** Source material **
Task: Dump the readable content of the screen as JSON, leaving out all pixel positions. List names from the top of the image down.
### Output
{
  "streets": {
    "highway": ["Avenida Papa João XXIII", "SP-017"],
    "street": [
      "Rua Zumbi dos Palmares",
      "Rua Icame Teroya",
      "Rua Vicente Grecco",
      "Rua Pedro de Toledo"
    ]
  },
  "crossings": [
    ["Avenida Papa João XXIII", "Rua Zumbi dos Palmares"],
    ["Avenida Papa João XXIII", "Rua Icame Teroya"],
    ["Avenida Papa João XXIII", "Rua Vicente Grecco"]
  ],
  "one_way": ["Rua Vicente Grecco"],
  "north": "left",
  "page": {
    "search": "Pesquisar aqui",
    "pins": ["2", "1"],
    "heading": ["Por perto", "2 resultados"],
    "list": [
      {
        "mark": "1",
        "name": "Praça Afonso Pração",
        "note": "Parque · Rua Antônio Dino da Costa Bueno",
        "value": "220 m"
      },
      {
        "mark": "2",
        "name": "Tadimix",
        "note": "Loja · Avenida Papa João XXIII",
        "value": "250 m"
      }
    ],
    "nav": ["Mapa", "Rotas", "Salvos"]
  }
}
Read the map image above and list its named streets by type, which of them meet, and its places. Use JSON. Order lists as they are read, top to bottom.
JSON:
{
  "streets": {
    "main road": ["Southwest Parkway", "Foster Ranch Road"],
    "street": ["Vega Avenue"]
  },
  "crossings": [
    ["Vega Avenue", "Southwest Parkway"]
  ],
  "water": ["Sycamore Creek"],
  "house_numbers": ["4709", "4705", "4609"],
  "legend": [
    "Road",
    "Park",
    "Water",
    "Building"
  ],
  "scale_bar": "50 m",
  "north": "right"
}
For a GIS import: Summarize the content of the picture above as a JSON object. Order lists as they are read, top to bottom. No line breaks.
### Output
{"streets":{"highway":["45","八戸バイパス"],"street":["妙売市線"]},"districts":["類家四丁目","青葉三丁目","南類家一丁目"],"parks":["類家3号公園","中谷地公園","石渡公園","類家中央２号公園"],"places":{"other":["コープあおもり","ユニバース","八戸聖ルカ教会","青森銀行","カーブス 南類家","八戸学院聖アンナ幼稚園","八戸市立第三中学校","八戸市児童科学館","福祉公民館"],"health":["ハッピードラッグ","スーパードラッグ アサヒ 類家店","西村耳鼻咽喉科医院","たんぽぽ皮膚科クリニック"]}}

** Instructions for the task **
Please retype the records above starting with the line that contains "For a GIS import: Summarize" and stopping after the last line, changing nothing.

** Output for this exercise **
For a GIS import: Summarize the content of the picture above as a JSON object. Order lists as they are read, top to bottom. No line breaks.
### Output
{"streets":{"highway":["45","八戸バイパス"],"street":["妙売市線"]},"districts":["類家四丁目","青葉三丁目","南類家一丁目"],"parks":["類家3号公園","中谷地公園","石渡公園","類家中央２号公園"],"places":{"other":["コープあおもり","ユニバース","八戸聖ルカ教会","青森銀行","カーブス 南類家","八戸学院聖アンナ幼稚園","八戸市立第三中学校","八戸市児童科学館","福祉公民館"],"health":["ハッピードラッグ","スーパードラッグ アサヒ 類家店","西村耳鼻咽喉科医院","たんぽぽ皮膚科クリニック"]}}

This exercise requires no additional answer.